= Exercise brief =
Within the records below, find each line with the word "球顶观景台" and copy it out.

= Stored items =

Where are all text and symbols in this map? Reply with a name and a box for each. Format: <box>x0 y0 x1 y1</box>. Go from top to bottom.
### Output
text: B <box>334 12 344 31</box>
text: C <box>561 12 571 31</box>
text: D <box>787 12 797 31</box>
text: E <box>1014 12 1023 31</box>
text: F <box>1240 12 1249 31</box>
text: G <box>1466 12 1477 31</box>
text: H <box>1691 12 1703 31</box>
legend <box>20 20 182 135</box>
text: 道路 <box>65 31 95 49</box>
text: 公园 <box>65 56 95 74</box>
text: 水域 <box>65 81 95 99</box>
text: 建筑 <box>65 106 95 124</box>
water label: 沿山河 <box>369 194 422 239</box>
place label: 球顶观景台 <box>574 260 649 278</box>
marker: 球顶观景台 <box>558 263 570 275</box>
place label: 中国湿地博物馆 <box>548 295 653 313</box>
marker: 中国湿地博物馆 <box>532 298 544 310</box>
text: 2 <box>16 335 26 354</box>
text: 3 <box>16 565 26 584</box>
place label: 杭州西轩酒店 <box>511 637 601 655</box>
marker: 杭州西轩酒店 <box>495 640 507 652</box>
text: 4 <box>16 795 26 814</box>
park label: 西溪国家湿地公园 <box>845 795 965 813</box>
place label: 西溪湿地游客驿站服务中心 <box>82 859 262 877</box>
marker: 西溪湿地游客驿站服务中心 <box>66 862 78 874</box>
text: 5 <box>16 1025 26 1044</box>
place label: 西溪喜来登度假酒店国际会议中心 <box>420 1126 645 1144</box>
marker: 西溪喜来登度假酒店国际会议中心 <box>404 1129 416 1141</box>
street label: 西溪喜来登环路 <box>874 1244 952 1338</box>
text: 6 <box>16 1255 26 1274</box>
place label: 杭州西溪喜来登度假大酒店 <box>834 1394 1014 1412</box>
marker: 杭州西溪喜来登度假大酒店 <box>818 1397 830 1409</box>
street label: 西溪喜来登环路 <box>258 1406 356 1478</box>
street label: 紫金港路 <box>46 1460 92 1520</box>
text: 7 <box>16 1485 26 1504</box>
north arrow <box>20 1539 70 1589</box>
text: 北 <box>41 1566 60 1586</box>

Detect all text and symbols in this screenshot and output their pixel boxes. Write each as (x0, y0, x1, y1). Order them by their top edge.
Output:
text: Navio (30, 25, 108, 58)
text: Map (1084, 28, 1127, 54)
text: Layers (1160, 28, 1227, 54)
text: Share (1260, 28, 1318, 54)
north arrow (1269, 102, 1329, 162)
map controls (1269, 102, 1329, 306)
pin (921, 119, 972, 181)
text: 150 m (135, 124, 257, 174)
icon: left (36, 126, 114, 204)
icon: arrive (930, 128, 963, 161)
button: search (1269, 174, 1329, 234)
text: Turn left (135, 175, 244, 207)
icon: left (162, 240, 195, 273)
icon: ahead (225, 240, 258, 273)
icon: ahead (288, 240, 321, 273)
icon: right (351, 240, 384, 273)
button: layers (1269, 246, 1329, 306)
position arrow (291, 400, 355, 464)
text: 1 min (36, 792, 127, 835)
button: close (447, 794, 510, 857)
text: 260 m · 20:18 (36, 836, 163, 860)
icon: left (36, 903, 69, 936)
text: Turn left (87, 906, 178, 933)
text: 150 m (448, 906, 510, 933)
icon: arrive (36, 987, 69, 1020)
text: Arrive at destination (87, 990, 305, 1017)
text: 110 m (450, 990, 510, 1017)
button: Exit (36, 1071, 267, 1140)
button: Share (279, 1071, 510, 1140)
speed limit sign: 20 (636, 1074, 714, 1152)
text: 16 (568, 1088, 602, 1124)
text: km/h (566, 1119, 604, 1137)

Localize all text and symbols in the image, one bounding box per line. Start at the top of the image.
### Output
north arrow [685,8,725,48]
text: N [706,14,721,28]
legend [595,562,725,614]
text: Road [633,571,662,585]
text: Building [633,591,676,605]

= Output for this task =
place label: 球顶观景台 <box>574 260 649 278</box>
marker: 球顶观景台 <box>558 263 570 275</box>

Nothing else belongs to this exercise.